The Department of Education has failed in its mission to educate children

The Independent Institute’s Vicki Alger educates Americans about the fact that the Department of Education burns money without actually educating anyone.

Department of Education Failure Vicki AlgerAlthough the San Francisco Bay Area isn’t know for its conservatives, it’s home to two phenomenal conservative think tanks: The Pacific Research Institute (PRI) in San Francisco and The Independent Institute in Oakland. It’s the latter the concerns me in this post and that really deserves to be celebrated today.

The first reason the Independent Institute concerns me today is because it’s celebrating its 30th Anniversary tomorrow night with a splendid Gala for the Future of Liberty. It’s going to be a fun and intellectually stimulating event. The honorees are Yeonmi Park, who escaped from North Korea; Vernon Smith, an economist and Nobel Prize winner; and Tim Draper, a Silicon Valley venture capitalist. P.J. O’Rourke will emcee the event. I’m lucky enough to be attending. Yay! I love a birthday party that’s more about great ideas, which expand my mind, than about cake, which merely expands my waistline.
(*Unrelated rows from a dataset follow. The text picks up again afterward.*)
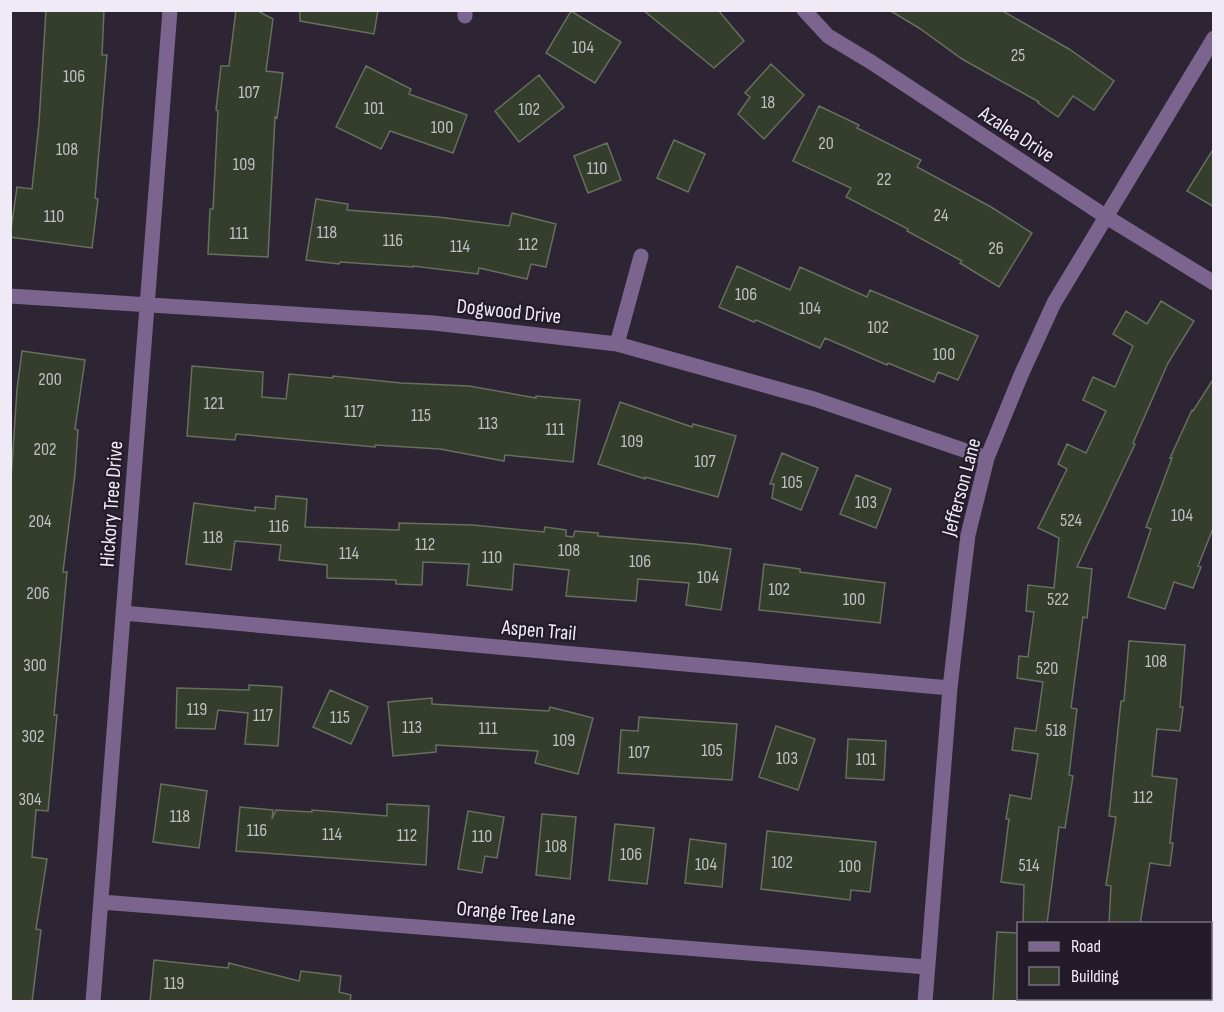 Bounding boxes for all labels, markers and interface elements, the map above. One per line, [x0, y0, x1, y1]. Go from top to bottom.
house number: 104 [572, 37, 594, 58]
house number: 25 [1011, 45, 1025, 66]
house number: 106 [63, 66, 85, 87]
house number: 107 [238, 82, 261, 103]
house number: 18 [761, 92, 775, 113]
house number: 101 [364, 98, 385, 119]
house number: 102 [518, 99, 540, 120]
street label: Azalea Drive [973, 100, 1059, 168]
house number: 100 [431, 117, 453, 138]
house number: 20 [818, 133, 834, 154]
house number: 108 [56, 139, 78, 160]
house number: 109 [233, 154, 255, 175]
house number: 110 [587, 158, 607, 179]
house number: 22 [877, 169, 891, 190]
house number: 24 [934, 205, 949, 226]
house number: 110 [44, 206, 64, 227]
house number: 118 [317, 222, 337, 243]
house number: 111 [230, 223, 249, 244]
house number: 116 [383, 230, 403, 251]
house number: 112 [518, 234, 538, 255]
house number: 114 [450, 236, 471, 257]
house number: 26 [988, 238, 1004, 259]
house number: 106 [735, 284, 757, 305]
street label: Dogwood Drive [455, 294, 563, 329]
house number: 104 [799, 298, 821, 319]
house number: 102 [867, 317, 889, 338]
house number: 100 [933, 344, 955, 365]
house number: 200 [38, 369, 62, 390]
house number: 121 [204, 393, 225, 414]
house number: 117 [344, 401, 365, 422]
house number: 115 [411, 405, 431, 426]
house number: 113 [478, 413, 498, 434]
house number: 111 [546, 419, 565, 440]
house number: 109 [621, 431, 643, 452]
street label: Jefferson Lane [936, 435, 987, 540]
house number: 202 [34, 439, 56, 460]
street label: Hickory Tree Drive [95, 440, 128, 568]
house number: 107 [694, 451, 717, 472]
house number: 105 [781, 472, 803, 493]
house number: 103 [855, 492, 877, 513]
house number: 104 [1171, 505, 1193, 526]
house number: 524 [1060, 510, 1082, 531]
house number: 204 [29, 511, 52, 532]
house number: 116 [269, 516, 289, 537]
house number: 118 [203, 527, 223, 548]
house number: 112 [415, 534, 435, 555]
house number: 108 [558, 540, 580, 561]
house number: 114 [339, 543, 360, 564]
house number: 110 [482, 547, 502, 568]
house number: 106 [629, 551, 651, 572]
house number: 104 [697, 567, 719, 588]
house number: 102 [768, 579, 790, 600]
house number: 206 [26, 583, 50, 604]
house number: 100 [843, 589, 865, 610]
house number: 522 [1047, 589, 1069, 610]
street label: Aspen Trail [500, 615, 577, 646]
house number: 108 [1145, 651, 1167, 672]
house number: 300 [23, 655, 47, 676]
house number: 520 [1036, 658, 1058, 679]
house number: 119 [187, 699, 207, 720]
house number: 117 [253, 705, 274, 726]
house number: 115 [330, 707, 350, 728]
house number: 113 [402, 717, 422, 738]
house number: 111 [479, 718, 498, 739]
house number: 518 [1045, 720, 1067, 741]
house number: 302 [22, 726, 45, 747]
house number: 109 [553, 730, 575, 751]
house number: 105 [701, 740, 723, 761]
house number: 107 [628, 742, 651, 763]
house number: 103 [776, 748, 798, 769]
house number: 101 [856, 749, 877, 770]
house number: 112 [1133, 787, 1153, 808]
house number: 304 [18, 789, 42, 810]
house number: 118 [170, 806, 190, 827]
house number: 116 [247, 820, 267, 841]
house number: 114 [322, 824, 343, 845]
house number: 112 [397, 825, 417, 846]
house number: 110 [472, 826, 492, 847]
house number: 108 [545, 836, 567, 857]
house number: 106 [620, 844, 642, 865]
house number: 102 [771, 852, 793, 873]
house number: 104 [695, 854, 717, 875]
house number: 514 [1018, 855, 1040, 876]
house number: 100 [839, 856, 861, 877]
street label: Orange Tree Lane [455, 896, 577, 931]
legend [1017, 922, 1212, 1000]
text: Road [1071, 936, 1101, 957]
text: Building [1071, 966, 1119, 987]
house number: 119 [164, 973, 184, 994]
The second reason to celebrate the Independent Institute is because the thinkers in this think tank have realized that there’s an up-and-coming generation of young people who are ready to break free of the stifling Leftist orthodoxies with which they’ve been raised. While older Millennials may be too deep into Progressivism and the Social Justice Warrior ethos to reach, the younger end of the Millennial generation and the post-Millennial generation are trending conservative. This means that they might be open to new ideas.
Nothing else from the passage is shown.